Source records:
------------------------
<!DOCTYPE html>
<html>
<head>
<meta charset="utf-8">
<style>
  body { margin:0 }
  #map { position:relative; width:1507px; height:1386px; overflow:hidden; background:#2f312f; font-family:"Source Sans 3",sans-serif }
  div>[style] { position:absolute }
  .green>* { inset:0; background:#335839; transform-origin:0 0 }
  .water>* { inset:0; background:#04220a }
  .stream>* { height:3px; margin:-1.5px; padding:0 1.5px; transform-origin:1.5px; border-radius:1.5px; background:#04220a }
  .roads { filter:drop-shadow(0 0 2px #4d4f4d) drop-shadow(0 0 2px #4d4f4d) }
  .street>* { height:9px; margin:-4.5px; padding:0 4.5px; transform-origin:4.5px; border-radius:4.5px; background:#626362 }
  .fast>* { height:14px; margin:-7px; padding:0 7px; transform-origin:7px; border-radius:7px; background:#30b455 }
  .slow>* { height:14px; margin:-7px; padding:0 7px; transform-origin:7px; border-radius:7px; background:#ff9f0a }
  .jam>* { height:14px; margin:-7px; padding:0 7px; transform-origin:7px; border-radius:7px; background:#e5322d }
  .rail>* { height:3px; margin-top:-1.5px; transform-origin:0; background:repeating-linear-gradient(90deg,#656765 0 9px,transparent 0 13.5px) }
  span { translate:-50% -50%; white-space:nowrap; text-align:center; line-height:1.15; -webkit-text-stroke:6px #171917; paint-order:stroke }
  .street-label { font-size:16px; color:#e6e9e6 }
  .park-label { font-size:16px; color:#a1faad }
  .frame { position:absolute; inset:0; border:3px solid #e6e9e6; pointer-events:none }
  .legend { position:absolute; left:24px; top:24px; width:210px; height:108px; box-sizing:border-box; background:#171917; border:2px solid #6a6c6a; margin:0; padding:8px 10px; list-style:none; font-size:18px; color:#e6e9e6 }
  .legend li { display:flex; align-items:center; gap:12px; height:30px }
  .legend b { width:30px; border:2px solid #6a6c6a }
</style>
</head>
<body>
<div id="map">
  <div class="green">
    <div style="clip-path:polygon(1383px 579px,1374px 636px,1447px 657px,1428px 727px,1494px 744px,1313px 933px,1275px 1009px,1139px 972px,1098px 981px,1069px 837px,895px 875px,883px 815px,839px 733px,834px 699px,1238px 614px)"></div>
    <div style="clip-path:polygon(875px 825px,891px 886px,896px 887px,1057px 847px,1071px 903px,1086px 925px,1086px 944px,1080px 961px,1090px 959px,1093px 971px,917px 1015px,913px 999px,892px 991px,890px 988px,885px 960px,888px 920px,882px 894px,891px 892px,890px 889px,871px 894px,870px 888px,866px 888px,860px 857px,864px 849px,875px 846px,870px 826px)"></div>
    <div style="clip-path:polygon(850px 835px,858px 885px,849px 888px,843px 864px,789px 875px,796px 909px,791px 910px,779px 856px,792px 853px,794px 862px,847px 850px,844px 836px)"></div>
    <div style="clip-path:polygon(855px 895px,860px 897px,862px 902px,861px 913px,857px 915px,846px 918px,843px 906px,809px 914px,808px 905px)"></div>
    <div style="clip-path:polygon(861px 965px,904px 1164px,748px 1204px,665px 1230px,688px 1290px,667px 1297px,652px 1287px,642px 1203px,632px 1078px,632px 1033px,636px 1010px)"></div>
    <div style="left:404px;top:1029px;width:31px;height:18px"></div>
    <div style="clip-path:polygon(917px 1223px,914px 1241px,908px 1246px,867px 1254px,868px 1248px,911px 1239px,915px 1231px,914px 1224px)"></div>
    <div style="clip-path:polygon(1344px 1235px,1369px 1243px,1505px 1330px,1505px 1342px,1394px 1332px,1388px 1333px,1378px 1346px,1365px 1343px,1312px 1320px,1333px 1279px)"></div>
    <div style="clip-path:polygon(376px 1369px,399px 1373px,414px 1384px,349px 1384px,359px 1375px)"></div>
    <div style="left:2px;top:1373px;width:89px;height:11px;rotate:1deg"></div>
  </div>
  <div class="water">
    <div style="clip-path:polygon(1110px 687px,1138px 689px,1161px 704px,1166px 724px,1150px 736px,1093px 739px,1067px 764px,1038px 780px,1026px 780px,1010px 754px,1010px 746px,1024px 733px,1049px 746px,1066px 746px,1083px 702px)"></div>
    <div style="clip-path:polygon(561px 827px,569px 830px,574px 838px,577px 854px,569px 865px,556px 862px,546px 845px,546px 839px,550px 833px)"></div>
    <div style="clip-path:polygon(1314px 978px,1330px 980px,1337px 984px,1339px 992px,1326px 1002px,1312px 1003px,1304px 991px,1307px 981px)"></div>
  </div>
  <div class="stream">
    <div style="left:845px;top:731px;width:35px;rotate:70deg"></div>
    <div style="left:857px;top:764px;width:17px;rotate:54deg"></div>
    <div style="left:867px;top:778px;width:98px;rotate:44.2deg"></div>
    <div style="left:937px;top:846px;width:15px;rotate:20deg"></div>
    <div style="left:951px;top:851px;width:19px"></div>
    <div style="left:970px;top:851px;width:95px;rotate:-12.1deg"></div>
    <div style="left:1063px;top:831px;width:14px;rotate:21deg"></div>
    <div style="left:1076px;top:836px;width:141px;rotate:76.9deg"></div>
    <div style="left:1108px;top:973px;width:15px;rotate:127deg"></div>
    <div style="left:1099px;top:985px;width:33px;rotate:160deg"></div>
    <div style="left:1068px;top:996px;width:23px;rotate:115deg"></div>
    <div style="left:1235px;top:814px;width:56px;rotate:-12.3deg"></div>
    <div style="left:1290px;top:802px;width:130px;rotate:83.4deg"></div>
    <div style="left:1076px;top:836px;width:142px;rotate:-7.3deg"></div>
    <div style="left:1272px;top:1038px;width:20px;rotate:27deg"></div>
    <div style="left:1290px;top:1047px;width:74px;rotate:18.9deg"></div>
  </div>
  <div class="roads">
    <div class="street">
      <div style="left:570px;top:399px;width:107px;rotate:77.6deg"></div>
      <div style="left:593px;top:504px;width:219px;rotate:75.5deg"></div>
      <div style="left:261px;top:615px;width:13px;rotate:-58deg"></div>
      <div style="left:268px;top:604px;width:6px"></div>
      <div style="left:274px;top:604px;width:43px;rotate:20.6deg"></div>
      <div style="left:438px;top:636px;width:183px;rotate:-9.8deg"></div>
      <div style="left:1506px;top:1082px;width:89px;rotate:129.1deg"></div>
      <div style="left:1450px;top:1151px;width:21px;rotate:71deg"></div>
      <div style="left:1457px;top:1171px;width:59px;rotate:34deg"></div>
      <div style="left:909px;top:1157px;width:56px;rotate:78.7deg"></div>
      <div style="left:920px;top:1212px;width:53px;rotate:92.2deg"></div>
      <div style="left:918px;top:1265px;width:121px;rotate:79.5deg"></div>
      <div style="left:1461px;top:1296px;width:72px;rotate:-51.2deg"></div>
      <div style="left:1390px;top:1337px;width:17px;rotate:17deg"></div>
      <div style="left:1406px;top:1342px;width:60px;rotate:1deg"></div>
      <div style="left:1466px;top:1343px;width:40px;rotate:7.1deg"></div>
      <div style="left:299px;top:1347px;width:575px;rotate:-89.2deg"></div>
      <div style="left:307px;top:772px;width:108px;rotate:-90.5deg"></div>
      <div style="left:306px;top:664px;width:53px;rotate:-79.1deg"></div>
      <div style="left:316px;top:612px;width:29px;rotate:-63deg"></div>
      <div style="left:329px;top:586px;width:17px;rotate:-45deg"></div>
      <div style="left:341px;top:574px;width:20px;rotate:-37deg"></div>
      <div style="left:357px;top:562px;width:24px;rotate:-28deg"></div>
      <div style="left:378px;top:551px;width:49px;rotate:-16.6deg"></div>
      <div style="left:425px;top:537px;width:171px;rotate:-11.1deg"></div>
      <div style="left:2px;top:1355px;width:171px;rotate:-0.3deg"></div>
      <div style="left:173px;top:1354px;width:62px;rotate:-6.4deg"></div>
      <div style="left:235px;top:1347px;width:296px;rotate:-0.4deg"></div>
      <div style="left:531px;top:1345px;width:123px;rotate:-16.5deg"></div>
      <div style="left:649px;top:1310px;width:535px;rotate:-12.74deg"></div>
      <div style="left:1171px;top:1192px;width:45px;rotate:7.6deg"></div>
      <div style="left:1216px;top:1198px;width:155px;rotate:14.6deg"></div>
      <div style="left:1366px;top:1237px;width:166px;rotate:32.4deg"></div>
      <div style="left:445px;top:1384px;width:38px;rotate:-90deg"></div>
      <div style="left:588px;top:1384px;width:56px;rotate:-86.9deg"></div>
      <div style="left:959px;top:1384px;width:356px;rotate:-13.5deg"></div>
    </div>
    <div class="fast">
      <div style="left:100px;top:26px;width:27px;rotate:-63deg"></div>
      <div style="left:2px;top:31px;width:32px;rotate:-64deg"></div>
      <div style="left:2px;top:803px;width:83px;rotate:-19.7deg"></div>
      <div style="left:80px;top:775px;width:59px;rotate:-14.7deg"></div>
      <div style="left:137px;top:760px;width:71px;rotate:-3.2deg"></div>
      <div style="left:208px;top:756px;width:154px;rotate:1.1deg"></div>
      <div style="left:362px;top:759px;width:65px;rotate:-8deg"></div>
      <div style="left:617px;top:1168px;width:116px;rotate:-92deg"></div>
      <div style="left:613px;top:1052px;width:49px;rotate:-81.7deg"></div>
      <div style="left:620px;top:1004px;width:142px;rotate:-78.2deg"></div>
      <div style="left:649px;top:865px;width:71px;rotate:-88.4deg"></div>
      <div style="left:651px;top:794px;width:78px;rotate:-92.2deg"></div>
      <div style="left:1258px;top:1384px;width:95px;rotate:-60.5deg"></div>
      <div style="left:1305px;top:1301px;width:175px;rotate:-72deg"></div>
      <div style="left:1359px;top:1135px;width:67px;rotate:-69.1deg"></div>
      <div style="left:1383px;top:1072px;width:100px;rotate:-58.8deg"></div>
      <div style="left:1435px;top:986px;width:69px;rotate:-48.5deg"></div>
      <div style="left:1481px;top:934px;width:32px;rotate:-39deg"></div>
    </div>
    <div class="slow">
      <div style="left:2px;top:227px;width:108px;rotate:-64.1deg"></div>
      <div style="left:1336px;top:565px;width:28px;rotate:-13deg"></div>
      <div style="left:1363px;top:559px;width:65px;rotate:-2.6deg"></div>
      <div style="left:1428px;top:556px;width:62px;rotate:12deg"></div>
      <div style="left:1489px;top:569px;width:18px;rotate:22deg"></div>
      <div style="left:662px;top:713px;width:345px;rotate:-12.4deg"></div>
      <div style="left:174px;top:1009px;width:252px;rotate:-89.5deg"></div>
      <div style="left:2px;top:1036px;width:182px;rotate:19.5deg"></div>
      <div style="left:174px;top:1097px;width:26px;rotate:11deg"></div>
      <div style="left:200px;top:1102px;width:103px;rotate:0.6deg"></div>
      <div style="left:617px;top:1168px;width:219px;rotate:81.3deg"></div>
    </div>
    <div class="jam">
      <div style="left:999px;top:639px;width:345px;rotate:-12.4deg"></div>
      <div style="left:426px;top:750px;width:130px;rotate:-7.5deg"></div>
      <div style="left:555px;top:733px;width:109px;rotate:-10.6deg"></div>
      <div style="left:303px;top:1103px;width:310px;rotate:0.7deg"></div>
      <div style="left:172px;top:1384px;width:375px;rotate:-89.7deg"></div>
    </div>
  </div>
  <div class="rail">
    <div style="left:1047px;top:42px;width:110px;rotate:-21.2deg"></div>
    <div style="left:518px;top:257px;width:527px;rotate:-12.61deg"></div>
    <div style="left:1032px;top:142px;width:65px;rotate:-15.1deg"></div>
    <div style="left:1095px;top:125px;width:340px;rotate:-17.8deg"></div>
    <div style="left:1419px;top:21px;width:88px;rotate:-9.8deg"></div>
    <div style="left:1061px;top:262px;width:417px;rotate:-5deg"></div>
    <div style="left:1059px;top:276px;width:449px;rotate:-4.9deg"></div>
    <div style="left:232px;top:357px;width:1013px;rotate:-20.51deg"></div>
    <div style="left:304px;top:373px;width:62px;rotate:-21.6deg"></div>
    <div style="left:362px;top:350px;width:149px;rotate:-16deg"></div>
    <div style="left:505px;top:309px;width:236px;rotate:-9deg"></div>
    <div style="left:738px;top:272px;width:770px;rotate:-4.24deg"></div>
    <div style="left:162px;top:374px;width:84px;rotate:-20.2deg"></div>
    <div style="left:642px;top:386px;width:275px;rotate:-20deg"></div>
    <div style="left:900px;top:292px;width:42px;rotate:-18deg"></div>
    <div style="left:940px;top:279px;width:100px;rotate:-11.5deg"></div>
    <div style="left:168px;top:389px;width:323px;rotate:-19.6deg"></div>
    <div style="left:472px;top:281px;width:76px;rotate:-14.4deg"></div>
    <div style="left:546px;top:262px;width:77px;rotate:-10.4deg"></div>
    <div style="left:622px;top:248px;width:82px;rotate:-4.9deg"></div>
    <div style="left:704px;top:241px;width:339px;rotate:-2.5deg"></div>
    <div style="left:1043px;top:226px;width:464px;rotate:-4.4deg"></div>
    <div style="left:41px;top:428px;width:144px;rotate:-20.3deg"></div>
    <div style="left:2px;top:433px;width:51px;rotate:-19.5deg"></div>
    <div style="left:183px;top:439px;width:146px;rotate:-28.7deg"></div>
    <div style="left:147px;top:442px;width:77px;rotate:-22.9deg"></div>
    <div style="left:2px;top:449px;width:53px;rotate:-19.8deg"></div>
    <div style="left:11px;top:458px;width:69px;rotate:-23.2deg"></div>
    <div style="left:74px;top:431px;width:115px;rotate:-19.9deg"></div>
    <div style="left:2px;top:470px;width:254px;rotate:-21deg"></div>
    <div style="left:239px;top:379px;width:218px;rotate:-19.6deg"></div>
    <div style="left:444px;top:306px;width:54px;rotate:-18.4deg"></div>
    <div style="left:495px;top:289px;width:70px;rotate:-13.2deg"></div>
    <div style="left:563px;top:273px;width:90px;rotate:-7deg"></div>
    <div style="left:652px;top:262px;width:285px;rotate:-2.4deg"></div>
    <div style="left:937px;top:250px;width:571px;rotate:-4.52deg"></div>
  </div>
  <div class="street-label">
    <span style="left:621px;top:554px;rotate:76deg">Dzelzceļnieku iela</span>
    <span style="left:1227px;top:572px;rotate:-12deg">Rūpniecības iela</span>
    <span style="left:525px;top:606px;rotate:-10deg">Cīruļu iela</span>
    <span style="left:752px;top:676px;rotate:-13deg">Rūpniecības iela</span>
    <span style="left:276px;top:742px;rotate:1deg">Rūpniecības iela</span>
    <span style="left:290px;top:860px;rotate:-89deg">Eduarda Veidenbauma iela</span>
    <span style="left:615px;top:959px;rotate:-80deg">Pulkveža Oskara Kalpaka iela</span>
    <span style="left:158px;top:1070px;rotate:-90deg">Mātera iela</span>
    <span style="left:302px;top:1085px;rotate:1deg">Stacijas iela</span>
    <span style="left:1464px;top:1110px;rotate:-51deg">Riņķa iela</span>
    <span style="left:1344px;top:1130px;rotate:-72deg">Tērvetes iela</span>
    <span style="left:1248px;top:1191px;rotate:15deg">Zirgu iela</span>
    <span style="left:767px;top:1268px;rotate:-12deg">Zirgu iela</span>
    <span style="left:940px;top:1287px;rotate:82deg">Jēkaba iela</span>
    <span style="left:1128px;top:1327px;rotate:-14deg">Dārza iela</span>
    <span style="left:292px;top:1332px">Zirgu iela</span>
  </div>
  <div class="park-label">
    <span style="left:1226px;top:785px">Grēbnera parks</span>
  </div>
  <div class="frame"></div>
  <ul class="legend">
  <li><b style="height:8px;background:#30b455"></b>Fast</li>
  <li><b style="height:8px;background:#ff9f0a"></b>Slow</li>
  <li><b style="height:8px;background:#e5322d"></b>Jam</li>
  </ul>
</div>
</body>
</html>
------------------------
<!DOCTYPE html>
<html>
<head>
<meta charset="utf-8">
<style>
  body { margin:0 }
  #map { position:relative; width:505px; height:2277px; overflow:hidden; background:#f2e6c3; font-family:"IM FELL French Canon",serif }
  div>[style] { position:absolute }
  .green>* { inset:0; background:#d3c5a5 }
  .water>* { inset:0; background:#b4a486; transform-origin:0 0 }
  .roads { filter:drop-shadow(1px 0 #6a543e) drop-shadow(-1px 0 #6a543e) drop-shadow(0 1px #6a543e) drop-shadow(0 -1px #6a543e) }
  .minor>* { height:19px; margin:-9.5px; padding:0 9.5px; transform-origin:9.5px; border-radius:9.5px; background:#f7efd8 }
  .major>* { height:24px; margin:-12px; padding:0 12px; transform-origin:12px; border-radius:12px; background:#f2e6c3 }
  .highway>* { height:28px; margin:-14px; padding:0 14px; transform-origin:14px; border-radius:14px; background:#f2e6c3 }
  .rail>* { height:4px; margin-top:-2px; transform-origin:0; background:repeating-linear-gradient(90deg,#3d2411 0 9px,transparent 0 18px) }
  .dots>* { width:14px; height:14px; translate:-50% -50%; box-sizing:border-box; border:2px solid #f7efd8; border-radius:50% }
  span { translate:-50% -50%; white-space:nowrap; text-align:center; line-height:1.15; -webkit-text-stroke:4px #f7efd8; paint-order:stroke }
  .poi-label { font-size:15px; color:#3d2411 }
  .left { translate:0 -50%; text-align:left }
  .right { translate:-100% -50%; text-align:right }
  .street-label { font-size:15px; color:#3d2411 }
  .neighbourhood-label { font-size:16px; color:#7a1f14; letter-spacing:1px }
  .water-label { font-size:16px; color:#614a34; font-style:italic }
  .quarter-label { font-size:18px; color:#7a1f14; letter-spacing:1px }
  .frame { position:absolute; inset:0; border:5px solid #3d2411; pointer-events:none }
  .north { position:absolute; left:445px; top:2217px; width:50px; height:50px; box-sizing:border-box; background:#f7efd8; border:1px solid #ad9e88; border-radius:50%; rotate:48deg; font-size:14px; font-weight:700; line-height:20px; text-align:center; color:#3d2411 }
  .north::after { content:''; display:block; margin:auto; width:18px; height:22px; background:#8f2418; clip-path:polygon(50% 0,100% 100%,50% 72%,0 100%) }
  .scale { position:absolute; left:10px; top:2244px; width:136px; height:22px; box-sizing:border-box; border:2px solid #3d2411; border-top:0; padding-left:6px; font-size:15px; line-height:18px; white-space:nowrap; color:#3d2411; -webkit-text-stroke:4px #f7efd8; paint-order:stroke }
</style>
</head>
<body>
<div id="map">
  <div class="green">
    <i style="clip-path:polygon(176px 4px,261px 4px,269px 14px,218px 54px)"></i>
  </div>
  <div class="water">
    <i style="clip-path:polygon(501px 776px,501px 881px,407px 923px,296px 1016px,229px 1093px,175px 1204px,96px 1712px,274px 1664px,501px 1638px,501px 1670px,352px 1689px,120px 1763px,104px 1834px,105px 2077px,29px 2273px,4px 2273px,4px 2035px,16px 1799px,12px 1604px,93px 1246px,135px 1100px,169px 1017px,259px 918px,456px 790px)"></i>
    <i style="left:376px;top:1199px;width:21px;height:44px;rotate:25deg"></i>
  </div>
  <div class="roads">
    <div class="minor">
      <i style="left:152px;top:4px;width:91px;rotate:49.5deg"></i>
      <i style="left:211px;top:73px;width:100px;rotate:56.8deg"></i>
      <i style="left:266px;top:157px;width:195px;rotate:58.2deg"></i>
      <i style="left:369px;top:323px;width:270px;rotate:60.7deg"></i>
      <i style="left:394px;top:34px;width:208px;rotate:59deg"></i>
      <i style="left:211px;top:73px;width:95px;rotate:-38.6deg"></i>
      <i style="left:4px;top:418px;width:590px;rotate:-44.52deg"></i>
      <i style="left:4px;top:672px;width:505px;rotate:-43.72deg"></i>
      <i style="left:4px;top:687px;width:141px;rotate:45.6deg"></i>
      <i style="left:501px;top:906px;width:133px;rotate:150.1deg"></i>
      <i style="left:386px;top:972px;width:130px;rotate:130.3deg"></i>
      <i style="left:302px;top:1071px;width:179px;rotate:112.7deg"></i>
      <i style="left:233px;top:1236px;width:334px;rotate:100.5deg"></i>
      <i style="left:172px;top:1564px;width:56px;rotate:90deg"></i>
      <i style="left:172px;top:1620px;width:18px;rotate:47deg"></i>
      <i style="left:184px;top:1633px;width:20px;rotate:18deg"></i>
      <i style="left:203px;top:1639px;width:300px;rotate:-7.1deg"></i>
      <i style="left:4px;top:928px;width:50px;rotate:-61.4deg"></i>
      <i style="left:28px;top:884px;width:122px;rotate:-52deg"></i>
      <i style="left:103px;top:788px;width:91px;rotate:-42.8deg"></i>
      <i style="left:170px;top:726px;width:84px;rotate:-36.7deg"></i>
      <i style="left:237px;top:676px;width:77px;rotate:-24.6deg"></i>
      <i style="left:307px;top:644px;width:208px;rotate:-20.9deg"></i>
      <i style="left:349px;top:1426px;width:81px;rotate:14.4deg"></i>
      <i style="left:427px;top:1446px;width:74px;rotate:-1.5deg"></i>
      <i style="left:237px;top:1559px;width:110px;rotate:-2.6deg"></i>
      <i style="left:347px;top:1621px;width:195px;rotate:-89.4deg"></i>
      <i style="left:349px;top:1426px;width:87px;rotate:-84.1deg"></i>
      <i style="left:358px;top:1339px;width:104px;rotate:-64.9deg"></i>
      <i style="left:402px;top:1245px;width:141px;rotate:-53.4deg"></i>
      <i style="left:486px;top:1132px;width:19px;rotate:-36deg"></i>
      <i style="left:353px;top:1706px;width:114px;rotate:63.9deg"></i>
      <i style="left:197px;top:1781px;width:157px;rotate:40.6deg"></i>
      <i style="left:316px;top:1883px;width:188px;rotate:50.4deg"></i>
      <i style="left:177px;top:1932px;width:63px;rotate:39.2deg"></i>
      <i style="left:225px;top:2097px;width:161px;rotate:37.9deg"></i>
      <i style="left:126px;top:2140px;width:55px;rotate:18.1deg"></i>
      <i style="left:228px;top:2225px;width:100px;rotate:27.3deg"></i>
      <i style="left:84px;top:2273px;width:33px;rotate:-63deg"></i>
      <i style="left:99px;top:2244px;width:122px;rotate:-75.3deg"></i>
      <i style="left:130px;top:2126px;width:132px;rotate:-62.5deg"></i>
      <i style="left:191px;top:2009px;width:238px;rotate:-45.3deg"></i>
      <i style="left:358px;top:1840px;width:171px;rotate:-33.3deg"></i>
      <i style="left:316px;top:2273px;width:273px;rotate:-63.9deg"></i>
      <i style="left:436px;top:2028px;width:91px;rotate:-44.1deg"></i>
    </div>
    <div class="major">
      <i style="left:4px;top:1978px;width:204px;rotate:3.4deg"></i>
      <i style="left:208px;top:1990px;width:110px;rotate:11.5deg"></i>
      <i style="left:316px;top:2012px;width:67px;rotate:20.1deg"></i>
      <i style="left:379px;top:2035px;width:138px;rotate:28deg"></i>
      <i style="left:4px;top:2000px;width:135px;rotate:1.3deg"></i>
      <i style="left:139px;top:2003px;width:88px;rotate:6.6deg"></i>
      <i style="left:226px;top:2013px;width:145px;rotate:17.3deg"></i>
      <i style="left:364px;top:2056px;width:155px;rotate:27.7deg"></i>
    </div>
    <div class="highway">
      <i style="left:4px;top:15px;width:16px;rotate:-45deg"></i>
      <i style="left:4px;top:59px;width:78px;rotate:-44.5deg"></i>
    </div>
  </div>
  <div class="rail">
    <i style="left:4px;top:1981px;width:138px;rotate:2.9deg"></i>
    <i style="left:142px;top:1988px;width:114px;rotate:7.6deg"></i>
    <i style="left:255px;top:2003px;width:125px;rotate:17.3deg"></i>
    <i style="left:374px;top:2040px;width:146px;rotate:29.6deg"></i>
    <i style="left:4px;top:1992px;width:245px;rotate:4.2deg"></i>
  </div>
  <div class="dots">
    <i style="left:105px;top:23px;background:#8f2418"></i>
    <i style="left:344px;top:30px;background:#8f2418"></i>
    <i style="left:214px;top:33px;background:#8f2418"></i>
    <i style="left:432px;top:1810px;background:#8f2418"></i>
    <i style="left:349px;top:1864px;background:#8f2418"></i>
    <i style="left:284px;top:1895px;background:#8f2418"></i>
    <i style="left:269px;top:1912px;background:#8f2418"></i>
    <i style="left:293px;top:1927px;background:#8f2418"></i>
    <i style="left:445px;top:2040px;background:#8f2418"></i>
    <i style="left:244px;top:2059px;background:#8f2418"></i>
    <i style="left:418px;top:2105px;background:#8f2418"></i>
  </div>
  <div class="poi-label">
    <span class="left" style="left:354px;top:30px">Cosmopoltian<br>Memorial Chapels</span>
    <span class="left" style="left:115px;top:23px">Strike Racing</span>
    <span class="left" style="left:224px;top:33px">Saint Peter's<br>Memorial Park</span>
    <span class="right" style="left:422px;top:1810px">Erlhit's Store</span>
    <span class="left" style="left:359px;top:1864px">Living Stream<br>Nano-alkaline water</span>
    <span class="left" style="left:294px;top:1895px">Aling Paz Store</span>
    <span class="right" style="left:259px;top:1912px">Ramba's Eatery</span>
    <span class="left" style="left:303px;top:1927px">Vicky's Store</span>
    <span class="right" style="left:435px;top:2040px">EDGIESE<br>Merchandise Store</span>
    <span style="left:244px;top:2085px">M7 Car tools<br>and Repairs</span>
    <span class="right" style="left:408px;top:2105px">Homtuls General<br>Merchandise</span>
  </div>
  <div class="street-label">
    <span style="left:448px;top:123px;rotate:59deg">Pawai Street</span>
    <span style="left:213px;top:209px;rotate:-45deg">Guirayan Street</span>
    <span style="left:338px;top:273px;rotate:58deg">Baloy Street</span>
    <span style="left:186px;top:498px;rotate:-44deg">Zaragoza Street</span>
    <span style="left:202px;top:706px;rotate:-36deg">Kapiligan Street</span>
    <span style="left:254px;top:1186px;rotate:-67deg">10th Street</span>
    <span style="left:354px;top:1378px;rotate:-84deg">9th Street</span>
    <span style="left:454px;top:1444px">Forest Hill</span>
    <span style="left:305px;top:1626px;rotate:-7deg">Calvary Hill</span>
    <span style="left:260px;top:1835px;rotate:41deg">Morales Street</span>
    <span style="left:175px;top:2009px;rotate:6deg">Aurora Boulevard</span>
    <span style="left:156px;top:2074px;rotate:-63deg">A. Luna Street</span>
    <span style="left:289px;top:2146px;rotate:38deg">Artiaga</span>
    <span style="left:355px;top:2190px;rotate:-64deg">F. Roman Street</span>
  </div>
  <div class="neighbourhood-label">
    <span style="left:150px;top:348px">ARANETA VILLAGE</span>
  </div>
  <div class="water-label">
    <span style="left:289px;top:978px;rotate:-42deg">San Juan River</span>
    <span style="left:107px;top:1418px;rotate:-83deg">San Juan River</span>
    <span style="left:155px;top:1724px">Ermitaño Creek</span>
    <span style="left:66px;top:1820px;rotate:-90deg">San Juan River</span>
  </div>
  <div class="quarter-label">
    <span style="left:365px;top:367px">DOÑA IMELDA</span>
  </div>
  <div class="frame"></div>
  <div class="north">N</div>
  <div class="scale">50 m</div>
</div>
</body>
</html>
------------------------
Activity:
Your answer should be the lines above that contain the word "family", copied out.

Answer to the problem:
  #map { position:relative; width:1507px; height:1386px; overflow:hidden; background:#2f312f; font-family:"Source Sans 3",sans-serif }
  #map { position:relative; width:505px; height:2277px; overflow:hidden; background:#f2e6c3; font-family:"IM FELL French Canon",serif }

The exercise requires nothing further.